Just a bit of math to back the measures up.
The GUI data thread actually works with "ticks", processing at once all all the data gathered between the last tick and the current one. The ticks are generated by the audio hardware with a time between them equal to audio_buffer_size/audio_sample_rate. In the default case 1024/44800, which is 22,9ms. The maximum latency is thus the time between ticks plus the added latency of the processing and output system. This is in the worst case, when the event happens just after a tick has been issued and has to wait a whole tick time to be processed. In the best case, when the event happens just before a tick, the latency can be just the processing and output.
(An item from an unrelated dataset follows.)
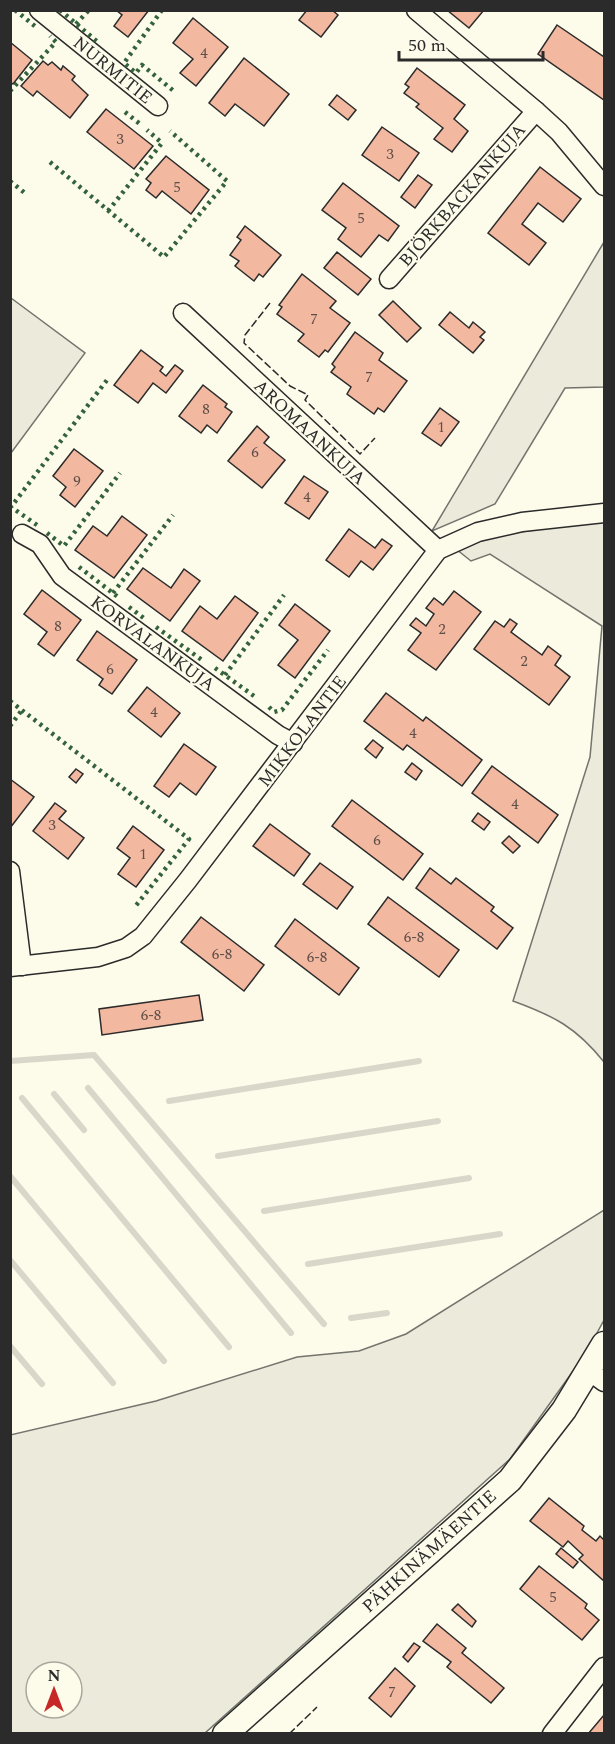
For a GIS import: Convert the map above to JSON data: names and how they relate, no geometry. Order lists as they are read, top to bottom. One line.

That's why reducing the buffer size not only reduces the maximum latency but also the variance, as there is less room for variation between ticks. Note that the audio buffer size is the max size, but not the actual number of samples (which will be always lower than that).
In theory there is also a lower limit you can get, due not just the USB transfer size but the dara burst size from the FPGA, but I wouldn't change those numbers. It should be around 10ms@30KS/s in the best transfer conditions but worst case scenario (event just after the tick). Your 8ms are lower but near, and it's normal that most of the events happen at around the middle of the buffer than just at the beggining, so the measurements make sense.
We'll probably change the dialog box so instead of specifying a buffer size users can enter a max latency target and we calculate the needed buffer size (but probably leaving the audio sample rate unchanged, as setting it lower than the source sample rate would make everything stop working).
I have to run some checks, though, because I'm not sure that a 64 or 128 buffer size is fully stable. I'll do that when I'm back from SfN to come up with a minimum buffer size that is sure to work.